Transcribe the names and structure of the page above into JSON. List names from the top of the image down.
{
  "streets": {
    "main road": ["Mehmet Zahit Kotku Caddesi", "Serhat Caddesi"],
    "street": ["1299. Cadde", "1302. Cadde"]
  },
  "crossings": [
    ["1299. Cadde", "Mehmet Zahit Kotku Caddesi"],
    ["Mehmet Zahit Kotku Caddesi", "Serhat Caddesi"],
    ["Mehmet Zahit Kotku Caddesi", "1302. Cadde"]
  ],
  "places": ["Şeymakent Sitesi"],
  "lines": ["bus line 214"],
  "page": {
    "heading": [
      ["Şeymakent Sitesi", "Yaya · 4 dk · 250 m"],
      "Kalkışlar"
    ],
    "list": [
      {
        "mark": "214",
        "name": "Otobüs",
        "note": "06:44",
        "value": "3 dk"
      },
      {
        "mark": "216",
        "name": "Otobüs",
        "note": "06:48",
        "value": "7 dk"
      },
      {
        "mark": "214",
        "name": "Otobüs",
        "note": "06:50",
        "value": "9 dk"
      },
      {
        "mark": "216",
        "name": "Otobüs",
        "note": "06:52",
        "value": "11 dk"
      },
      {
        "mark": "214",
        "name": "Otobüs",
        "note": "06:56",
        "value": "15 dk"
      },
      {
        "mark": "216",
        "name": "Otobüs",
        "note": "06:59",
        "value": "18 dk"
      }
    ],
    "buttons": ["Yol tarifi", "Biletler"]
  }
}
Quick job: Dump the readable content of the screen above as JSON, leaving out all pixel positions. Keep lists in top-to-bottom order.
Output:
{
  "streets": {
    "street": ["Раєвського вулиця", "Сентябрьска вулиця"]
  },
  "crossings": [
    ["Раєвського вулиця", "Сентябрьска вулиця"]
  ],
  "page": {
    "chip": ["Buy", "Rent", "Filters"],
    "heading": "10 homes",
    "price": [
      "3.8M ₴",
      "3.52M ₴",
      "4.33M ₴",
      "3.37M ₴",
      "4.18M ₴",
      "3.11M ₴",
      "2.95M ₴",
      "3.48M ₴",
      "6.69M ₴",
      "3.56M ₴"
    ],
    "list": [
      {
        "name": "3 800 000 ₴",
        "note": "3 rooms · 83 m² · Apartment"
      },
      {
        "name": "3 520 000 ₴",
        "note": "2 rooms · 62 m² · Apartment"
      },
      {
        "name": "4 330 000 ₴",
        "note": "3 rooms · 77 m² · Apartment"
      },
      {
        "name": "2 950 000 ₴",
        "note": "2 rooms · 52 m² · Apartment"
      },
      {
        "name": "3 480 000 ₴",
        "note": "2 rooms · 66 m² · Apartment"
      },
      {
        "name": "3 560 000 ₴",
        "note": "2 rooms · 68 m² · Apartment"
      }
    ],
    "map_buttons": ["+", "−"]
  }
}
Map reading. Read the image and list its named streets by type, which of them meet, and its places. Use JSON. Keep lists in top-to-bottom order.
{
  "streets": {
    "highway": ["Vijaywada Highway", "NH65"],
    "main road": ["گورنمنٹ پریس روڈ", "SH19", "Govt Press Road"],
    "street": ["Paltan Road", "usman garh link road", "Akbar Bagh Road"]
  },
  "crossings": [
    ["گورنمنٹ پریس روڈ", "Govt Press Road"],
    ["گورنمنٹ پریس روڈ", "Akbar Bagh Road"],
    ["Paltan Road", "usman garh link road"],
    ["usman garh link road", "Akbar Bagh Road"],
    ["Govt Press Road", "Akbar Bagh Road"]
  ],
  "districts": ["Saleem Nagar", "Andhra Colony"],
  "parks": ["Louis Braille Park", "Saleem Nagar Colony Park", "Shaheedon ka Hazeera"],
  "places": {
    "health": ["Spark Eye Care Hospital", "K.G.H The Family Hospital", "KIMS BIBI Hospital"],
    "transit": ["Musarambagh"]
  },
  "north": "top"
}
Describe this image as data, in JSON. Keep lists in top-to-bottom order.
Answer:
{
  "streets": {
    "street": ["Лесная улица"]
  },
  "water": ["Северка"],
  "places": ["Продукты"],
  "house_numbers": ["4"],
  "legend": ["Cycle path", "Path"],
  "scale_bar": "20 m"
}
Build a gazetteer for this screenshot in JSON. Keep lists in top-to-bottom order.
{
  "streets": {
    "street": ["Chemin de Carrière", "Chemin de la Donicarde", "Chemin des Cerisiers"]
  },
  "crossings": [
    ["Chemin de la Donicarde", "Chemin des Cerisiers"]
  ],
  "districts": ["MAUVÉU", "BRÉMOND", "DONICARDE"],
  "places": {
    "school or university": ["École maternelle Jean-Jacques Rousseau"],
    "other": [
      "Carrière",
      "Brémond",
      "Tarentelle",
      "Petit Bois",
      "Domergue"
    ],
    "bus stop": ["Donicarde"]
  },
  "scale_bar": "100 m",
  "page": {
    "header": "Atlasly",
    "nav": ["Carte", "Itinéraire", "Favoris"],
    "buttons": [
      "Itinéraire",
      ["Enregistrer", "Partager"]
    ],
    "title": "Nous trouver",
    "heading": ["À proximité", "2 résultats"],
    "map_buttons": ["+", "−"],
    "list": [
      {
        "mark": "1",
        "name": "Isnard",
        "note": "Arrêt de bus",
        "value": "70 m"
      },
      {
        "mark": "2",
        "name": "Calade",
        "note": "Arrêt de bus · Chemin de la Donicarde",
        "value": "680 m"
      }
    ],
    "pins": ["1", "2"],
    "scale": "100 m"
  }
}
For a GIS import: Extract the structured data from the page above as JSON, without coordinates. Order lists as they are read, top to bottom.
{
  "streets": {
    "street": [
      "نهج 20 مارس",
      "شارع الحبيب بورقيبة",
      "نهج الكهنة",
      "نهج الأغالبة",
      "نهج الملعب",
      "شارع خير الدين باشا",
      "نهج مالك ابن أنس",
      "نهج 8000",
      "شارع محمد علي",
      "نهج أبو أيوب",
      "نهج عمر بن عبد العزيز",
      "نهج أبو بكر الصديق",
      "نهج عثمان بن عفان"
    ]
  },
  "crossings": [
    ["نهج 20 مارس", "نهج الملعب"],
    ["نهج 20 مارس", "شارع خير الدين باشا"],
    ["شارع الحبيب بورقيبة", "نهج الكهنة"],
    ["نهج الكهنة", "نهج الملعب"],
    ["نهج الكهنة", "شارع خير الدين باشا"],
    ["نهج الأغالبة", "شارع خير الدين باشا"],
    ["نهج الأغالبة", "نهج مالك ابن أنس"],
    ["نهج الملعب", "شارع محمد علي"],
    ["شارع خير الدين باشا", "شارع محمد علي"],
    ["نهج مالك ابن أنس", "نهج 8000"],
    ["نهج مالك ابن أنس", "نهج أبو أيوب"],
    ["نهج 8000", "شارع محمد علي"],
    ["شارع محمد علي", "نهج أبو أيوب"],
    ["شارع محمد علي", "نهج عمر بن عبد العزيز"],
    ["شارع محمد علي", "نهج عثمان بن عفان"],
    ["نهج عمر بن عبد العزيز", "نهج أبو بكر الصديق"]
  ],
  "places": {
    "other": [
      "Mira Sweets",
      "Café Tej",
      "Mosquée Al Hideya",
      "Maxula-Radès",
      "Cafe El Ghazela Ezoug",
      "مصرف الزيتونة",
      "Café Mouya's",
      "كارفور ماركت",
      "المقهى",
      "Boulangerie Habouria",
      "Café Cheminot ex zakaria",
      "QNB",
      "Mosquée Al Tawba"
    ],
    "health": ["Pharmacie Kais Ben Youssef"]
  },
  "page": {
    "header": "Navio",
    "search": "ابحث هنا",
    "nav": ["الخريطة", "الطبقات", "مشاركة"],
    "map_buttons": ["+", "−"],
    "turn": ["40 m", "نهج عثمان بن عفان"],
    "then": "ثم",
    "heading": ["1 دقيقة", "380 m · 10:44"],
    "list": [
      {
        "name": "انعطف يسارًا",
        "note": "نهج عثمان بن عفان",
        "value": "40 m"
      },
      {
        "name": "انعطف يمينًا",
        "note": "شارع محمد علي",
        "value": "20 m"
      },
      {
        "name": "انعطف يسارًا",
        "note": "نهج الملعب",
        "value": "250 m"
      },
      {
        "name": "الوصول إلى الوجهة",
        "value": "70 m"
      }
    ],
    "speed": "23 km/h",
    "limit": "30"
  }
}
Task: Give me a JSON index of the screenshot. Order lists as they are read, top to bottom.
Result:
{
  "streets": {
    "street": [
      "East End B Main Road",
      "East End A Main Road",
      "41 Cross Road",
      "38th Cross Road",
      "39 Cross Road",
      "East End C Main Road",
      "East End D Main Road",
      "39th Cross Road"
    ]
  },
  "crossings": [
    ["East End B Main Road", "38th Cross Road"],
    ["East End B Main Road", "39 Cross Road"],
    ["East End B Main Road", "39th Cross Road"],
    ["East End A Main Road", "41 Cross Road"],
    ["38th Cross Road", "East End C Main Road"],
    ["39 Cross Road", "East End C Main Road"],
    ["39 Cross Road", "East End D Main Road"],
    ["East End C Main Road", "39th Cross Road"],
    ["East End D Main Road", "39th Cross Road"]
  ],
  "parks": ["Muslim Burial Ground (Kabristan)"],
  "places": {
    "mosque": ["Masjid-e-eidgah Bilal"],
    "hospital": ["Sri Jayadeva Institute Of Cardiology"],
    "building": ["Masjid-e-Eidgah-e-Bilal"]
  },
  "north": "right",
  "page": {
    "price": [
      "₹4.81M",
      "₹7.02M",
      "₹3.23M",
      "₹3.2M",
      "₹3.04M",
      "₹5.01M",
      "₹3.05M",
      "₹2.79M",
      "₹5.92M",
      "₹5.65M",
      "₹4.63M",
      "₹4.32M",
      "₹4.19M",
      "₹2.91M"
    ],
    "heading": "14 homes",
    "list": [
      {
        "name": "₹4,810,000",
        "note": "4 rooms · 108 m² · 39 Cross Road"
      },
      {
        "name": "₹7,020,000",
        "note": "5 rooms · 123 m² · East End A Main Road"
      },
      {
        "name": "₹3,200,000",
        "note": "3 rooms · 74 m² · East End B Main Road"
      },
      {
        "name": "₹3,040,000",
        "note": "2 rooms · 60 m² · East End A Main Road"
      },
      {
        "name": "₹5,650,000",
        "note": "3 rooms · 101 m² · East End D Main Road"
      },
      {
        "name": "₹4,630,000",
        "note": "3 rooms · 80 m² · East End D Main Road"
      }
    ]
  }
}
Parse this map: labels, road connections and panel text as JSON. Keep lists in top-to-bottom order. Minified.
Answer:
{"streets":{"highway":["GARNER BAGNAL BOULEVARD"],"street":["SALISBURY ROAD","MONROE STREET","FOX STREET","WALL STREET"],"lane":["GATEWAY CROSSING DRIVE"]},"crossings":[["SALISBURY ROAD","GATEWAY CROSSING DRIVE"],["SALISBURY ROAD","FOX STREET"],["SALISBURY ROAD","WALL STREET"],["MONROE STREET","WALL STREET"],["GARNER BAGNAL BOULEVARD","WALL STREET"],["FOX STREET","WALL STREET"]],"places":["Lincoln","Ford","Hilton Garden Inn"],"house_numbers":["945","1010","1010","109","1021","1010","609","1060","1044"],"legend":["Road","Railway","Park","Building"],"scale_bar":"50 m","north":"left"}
########################################
- PROBLEM DESCRIPTION -
Select from the material above each line in which the string "Press" appears, and list those lines.

- ANSWER SECTION -
    "main road": ["گورنمنٹ پریس روڈ", "SH19", "Govt Press Road"],
    ["گورنمنٹ پریس روڈ", "Govt Press Road"],
    ["Govt Press Road", "Akbar Bagh Road"]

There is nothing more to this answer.